Entries shown:
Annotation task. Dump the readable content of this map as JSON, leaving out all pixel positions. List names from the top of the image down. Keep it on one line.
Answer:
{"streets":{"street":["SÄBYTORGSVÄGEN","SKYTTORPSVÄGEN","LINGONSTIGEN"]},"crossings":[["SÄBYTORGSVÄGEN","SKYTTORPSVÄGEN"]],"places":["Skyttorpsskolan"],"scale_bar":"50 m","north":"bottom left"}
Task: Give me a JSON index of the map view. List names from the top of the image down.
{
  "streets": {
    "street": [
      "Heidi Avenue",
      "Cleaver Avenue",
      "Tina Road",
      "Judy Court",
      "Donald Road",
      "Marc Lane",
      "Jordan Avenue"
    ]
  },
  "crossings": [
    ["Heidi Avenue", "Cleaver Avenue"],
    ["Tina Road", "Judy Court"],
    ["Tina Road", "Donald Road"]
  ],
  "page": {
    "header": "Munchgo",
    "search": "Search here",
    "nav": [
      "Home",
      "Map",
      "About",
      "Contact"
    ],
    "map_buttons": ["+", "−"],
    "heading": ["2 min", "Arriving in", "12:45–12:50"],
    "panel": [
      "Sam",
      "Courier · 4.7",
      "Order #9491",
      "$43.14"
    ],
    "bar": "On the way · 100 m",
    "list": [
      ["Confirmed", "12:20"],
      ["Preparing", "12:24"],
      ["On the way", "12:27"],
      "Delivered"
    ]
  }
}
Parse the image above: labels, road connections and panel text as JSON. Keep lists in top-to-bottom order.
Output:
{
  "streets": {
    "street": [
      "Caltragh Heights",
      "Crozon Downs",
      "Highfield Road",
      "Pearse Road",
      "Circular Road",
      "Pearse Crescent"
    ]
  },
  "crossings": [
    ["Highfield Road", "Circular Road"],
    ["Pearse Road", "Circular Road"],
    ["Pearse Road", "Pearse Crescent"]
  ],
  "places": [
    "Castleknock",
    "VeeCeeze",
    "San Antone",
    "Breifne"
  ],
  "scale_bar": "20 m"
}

What to produce:
For the word "Keep", find all matching lines in the entries above and copy them out.

Exercise response:
Annotation task. Dump the readable content of this map as JSON, leaving out all pixel positions. List names from the top of the image down. Keep it on one line.
Parse the image above: labels, road connections and panel text as JSON. Keep lists in top-to-bottom order.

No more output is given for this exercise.